Work to be completed. Exact copy, pictures excluded: output the lines from the opening of the entries through the line bearing "491px,2290px 500px,2290px 1003px,1992px".

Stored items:

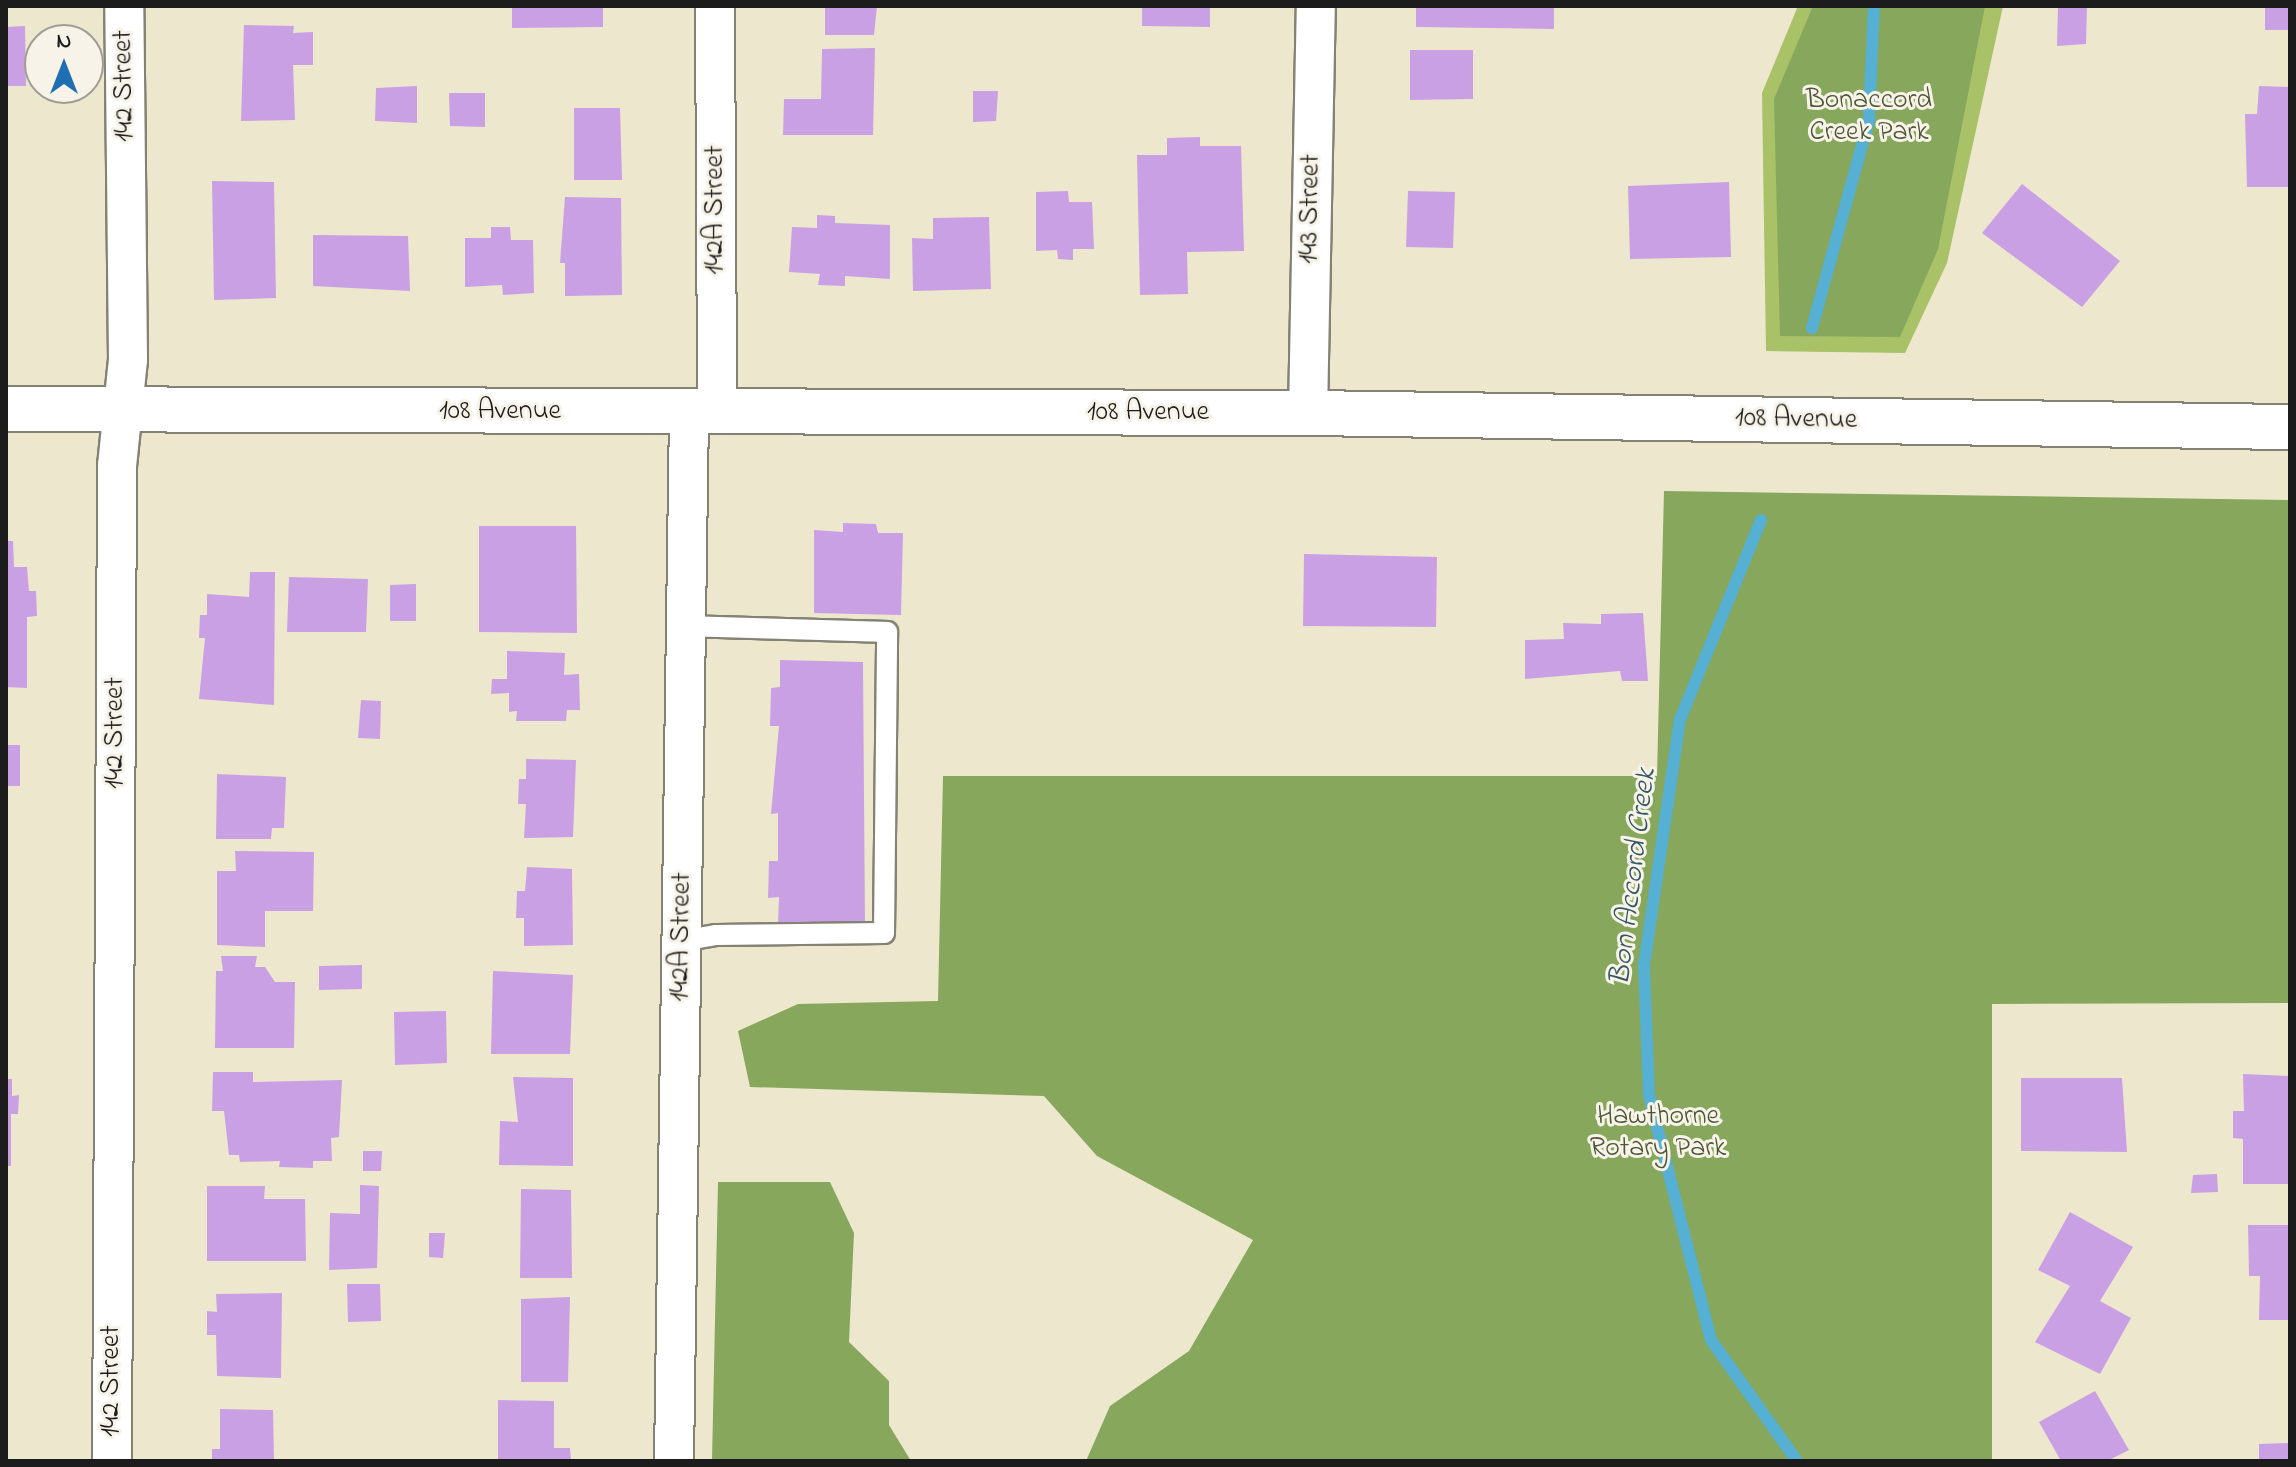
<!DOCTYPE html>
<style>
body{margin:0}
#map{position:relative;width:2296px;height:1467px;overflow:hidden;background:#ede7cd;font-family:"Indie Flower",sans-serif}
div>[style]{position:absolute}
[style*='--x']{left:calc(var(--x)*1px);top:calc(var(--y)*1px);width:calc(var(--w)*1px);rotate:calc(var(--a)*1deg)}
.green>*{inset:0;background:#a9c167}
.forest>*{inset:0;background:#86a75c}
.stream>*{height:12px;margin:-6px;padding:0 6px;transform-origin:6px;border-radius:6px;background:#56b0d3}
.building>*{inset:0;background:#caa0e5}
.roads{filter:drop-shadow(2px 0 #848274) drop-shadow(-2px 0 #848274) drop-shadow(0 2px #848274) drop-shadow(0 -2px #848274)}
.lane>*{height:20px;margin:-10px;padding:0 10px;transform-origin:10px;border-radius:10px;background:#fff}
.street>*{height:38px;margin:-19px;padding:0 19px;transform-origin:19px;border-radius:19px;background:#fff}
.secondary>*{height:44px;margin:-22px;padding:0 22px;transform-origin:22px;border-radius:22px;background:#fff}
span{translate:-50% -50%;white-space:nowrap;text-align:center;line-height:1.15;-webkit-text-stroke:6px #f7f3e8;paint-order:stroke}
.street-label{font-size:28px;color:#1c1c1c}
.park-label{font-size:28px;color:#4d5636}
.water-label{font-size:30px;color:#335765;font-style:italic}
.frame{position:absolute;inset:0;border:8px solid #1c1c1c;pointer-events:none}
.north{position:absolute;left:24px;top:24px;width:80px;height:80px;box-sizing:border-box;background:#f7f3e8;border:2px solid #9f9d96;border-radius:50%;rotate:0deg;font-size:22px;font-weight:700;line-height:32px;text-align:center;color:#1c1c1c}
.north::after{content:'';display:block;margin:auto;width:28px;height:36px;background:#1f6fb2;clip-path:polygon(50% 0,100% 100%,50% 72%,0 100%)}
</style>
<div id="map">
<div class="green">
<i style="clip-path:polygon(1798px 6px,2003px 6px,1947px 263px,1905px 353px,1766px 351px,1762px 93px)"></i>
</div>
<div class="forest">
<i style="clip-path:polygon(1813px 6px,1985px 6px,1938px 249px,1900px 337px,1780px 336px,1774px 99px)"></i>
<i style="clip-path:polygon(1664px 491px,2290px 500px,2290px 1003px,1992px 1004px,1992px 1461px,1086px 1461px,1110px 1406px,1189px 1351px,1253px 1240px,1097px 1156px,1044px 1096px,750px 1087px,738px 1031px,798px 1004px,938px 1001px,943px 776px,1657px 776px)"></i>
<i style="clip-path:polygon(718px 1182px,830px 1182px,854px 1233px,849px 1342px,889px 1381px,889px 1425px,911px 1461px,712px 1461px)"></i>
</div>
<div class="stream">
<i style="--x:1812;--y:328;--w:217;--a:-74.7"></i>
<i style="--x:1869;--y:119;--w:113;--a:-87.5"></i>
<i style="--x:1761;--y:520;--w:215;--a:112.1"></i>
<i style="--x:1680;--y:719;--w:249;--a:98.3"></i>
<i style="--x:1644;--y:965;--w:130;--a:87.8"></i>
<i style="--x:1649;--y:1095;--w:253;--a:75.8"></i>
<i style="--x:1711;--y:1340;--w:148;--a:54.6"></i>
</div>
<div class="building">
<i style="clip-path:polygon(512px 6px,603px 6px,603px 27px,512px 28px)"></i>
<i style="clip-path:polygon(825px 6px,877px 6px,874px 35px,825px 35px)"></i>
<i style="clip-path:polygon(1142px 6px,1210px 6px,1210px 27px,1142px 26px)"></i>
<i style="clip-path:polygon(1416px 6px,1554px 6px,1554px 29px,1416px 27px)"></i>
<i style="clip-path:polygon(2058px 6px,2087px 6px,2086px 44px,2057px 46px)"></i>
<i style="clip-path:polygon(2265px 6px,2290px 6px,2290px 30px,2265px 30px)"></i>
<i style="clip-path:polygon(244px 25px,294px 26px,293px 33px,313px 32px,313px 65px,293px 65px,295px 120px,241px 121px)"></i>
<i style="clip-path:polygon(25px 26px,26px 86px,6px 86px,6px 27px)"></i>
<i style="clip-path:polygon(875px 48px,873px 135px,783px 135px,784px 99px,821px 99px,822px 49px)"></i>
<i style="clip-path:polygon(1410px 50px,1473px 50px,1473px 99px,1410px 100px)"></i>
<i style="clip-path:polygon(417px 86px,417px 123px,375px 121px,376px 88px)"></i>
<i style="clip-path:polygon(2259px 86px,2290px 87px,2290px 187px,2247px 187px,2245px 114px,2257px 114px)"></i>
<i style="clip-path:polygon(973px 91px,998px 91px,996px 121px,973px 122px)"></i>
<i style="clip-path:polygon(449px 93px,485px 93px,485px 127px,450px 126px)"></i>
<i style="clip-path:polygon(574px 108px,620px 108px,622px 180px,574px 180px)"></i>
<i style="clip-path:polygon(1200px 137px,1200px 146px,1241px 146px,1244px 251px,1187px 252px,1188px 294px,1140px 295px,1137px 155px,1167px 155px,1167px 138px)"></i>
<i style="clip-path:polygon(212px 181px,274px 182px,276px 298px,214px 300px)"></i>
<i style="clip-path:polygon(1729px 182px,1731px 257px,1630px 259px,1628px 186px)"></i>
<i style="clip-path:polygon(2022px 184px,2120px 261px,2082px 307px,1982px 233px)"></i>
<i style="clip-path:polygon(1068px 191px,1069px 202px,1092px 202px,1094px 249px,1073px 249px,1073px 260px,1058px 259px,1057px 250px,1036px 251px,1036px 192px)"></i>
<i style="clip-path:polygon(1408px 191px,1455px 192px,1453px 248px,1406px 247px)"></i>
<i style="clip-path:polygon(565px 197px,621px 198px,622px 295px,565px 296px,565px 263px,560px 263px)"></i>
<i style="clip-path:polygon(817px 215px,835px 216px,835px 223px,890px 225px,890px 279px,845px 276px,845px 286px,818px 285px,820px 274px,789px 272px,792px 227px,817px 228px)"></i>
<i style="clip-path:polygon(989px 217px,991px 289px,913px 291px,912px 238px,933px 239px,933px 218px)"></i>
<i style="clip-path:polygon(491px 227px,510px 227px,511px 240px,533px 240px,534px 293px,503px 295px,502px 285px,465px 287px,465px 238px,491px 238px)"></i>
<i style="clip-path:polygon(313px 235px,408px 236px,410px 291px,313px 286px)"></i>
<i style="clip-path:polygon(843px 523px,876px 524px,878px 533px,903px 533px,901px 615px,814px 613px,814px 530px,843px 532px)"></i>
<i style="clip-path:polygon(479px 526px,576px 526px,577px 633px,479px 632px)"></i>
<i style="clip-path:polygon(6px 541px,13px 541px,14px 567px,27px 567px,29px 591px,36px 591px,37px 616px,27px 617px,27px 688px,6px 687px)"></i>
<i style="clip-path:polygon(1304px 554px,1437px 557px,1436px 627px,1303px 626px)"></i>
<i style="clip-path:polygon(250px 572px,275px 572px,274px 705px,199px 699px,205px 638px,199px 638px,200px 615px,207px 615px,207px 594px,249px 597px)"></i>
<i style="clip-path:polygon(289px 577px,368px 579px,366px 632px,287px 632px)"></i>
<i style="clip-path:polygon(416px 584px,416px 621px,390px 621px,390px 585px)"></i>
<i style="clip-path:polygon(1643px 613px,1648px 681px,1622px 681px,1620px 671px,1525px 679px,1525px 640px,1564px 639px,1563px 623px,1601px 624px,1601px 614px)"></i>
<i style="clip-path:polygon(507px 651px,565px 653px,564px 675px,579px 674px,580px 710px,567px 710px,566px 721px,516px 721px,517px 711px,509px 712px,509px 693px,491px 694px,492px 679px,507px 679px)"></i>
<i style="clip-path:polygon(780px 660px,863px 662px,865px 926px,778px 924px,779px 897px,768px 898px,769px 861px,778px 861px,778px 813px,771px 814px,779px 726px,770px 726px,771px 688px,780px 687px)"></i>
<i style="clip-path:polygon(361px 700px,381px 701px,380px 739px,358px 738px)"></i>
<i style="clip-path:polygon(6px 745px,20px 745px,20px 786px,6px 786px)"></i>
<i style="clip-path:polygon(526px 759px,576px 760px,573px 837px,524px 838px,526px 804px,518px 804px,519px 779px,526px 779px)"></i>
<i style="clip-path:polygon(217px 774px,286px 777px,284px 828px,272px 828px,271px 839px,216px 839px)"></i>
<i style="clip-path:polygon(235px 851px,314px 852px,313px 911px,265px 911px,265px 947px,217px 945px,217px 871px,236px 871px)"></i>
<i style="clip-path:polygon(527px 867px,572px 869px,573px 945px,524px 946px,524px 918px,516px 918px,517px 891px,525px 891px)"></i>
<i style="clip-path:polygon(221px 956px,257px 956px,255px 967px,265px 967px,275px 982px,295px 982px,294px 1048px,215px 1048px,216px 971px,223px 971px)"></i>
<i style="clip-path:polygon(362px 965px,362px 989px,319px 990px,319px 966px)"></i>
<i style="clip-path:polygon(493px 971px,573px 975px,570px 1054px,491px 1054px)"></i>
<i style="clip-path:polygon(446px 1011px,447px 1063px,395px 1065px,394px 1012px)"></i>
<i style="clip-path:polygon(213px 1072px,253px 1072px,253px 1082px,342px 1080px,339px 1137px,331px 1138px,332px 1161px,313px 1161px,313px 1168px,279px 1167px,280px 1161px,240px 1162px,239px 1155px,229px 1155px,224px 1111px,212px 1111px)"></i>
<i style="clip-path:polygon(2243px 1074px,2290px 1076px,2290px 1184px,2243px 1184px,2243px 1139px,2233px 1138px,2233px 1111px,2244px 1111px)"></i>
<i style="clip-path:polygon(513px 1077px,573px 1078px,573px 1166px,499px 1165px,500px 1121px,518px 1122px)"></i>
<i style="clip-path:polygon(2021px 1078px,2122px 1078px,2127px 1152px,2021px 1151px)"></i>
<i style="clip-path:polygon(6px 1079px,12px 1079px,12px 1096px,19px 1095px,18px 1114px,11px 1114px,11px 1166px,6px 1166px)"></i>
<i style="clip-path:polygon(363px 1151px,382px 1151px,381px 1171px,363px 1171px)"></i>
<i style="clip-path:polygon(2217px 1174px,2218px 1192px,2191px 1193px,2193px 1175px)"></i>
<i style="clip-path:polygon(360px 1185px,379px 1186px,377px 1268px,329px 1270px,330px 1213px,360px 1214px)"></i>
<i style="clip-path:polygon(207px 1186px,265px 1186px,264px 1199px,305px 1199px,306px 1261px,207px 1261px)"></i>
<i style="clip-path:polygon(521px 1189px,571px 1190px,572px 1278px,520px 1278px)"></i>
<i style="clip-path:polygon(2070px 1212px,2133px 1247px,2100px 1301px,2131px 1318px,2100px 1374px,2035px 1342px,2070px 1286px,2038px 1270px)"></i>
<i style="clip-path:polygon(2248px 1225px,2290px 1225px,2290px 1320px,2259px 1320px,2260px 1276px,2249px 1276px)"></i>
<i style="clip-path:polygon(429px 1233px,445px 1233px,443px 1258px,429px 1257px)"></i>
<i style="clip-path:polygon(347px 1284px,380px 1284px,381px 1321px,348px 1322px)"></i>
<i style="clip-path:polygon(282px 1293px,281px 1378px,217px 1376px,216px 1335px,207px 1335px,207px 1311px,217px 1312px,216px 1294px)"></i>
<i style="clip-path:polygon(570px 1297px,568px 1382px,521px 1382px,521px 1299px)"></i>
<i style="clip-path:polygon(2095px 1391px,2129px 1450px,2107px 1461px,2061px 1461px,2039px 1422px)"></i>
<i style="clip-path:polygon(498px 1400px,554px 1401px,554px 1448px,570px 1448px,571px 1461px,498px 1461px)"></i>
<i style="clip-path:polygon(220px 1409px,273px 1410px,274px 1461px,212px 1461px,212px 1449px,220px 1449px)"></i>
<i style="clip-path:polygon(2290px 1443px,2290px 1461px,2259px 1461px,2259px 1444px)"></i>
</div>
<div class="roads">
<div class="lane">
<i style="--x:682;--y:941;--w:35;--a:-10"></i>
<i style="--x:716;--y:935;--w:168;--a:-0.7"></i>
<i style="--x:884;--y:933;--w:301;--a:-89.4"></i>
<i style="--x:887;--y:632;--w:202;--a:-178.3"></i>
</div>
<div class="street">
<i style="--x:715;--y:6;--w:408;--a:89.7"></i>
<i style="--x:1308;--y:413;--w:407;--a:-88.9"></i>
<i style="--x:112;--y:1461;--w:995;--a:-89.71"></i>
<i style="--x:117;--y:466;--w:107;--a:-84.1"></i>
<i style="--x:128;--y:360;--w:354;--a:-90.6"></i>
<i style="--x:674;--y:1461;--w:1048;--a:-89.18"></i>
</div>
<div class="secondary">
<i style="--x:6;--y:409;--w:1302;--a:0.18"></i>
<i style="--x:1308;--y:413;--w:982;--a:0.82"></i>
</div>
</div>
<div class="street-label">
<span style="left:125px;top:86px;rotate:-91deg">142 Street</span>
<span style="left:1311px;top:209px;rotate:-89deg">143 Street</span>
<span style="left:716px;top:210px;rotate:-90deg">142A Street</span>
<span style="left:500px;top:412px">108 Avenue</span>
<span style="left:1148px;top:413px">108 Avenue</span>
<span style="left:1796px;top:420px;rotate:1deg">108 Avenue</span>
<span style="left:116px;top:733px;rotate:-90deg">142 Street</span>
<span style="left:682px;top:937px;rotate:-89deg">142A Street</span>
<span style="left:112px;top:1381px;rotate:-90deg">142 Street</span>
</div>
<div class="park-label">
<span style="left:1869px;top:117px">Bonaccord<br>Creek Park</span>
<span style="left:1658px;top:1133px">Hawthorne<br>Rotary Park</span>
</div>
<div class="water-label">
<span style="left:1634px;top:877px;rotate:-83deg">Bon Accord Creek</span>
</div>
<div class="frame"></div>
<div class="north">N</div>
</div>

Reply to the task.
<!DOCTYPE html>
<style>
body{margin:0}
#map{position:relative;width:2296px;height:1467px;overflow:hidden;background:#ede7cd;font-family:"Indie Flower",sans-serif}
div>[style]{position:absolute}
[style*='--x']{left:calc(var(--x)*1px);top:calc(var(--y)*1px);width:calc(var(--w)*1px);rotate:calc(var(--a)*1deg)}
.green>*{inset:0;background:#a9c167}
.forest>*{inset:0;background:#86a75c}
.stream>*{height:12px;margin:-6px;padding:0 6px;transform-origin:6px;border-radius:6px;background:#56b0d3}
.building>*{inset:0;background:#caa0e5}
.roads{filter:drop-shadow(2px 0 #848274) drop-shadow(-2px 0 #848274) drop-shadow(0 2px #848274) drop-shadow(0 -2px #848274)}
.lane>*{height:20px;margin:-10px;padding:0 10px;transform-origin:10px;border-radius:10px;background:#fff}
.street>*{height:38px;margin:-19px;padding:0 19px;transform-origin:19px;border-radius:19px;background:#fff}
.secondary>*{height:44px;margin:-22px;padding:0 22px;transform-origin:22px;border-radius:22px;background:#fff}
span{translate:-50% -50%;white-space:nowrap;text-align:center;line-height:1.15;-webkit-text-stroke:6px #f7f3e8;paint-order:stroke}
.street-label{font-size:28px;color:#1c1c1c}
.park-label{font-size:28px;color:#4d5636}
.water-label{font-size:30px;color:#335765;font-style:italic}
.frame{position:absolute;inset:0;border:8px solid #1c1c1c;pointer-events:none}
.north{position:absolute;left:24px;top:24px;width:80px;height:80px;box-sizing:border-box;background:#f7f3e8;border:2px solid #9f9d96;border-radius:50%;rotate:0deg;font-size:22px;font-weight:700;line-height:32px;text-align:center;color:#1c1c1c}
.north::after{content:'';display:block;margin:auto;width:28px;height:36px;background:#1f6fb2;clip-path:polygon(50% 0,100% 100%,50% 72%,0 100%)}
</style>
<div id="map">
<div class="green">
<i style="clip-path:polygon(1798px 6px,2003px 6px,1947px 263px,1905px 353px,1766px 351px,1762px 93px)"></i>
</div>
<div class="forest">
<i style="clip-path:polygon(1813px 6px,1985px 6px,1938px 249px,1900px 337px,1780px 336px,1774px 99px)"></i>
<i style="clip-path:polygon(1664px 491px,2290px 500px,2290px 1003px,1992px 1004px,1992px 1461px,1086px 1461px,1110px 1406px,1189px 1351px,1253px 1240px,1097px 1156px,1044px 1096px,750px 1087px,738px 1031px,798px 1004px,938px 1001px,943px 776px,1657px 776px)"></i>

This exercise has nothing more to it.